Inflation risk spooks equity markets

Inflation risk spooks equity markets

By Lars Christensen, CEO and Founder, and Laurids Rising, Analyst

US inflation for January surprised on the upside today. CPI inflation was at 2.1% y/y and Core inflation at 1.8% y/y. Both are above the consensus of 1.9% and 1.7% respectively. This adds to the fear of further turmoil in the equity markets.

A couple of weeks ago we warned that inflationary risks had increased in the US and that this could trigger a downturn in the US stock market. The warning was brought by Bloomberg and can be read here. As we know today that was the correct call.

To a large extent the timing of this was luck, but there is no doubt that the inflationary story is now very much in focus in the markets. For the first time since 2008 markets are now fundamentally becoming concerned that the Federal Reserve will overshoot it's 2% inflation target. This is exemplified in our 2y2y inflation forecast for the US which has reached 2.1%. While it is only slightly above the Fed’s 2% target, it is the first time since 2012 that our Monetary Indicator is signalling a higher risk of overshooting rather than undershooting the inflation target. Looking at market-based inflation expectation substantiates these worries.

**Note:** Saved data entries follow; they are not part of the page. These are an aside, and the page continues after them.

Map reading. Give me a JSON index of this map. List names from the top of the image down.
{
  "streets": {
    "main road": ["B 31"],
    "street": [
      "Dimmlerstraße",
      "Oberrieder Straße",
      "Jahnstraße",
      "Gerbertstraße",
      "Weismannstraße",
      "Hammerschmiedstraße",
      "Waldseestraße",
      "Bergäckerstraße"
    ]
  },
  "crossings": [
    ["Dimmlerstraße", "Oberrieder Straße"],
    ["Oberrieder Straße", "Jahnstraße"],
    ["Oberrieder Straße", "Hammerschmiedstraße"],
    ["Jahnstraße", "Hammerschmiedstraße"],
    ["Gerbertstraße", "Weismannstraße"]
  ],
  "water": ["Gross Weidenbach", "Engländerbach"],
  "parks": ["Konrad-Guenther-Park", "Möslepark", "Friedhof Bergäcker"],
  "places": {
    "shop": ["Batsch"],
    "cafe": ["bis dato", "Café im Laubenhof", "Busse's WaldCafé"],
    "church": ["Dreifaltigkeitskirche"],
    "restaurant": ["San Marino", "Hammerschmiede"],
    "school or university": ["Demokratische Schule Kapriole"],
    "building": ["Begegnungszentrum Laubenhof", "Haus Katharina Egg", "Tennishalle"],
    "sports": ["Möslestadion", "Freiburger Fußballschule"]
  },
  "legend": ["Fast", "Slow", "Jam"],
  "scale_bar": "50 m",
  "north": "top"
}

The drop in S&P500 over the last weeks means that our valuation model now no longer says US stocks are overvalued. However, our Monetary Indicator pretty clearly shows US monetary conditions are too easy. As seen below, the risk of Fed starting to hike rates more aggressively than already priced in is becoming more likely.

In that sense the situation is somewhat different from for example in early 2016 where the Fed had moved too early and could step back a bit when the stock market sold off. That is no longer a possibility. Inflation expectations have now jumped and there is no room for the Fed for a more dovish stance. This in our view means that there are more downside risks for stocks and a risk of more volatility. 

Right now, our models are flashing "dollar strength" and if that were to happen then we certainly will see more volatility. It is also notable that so far other risky asset classes have held up surprisingly well. If the dollar starts to strengthen that certainly will change. That said, the dollar is probably more or less where it should be in the medium-term.  However, if the Fed starts to turn more hawkish in response to the upwards pressure on inflation, markets could be in for more turmoil.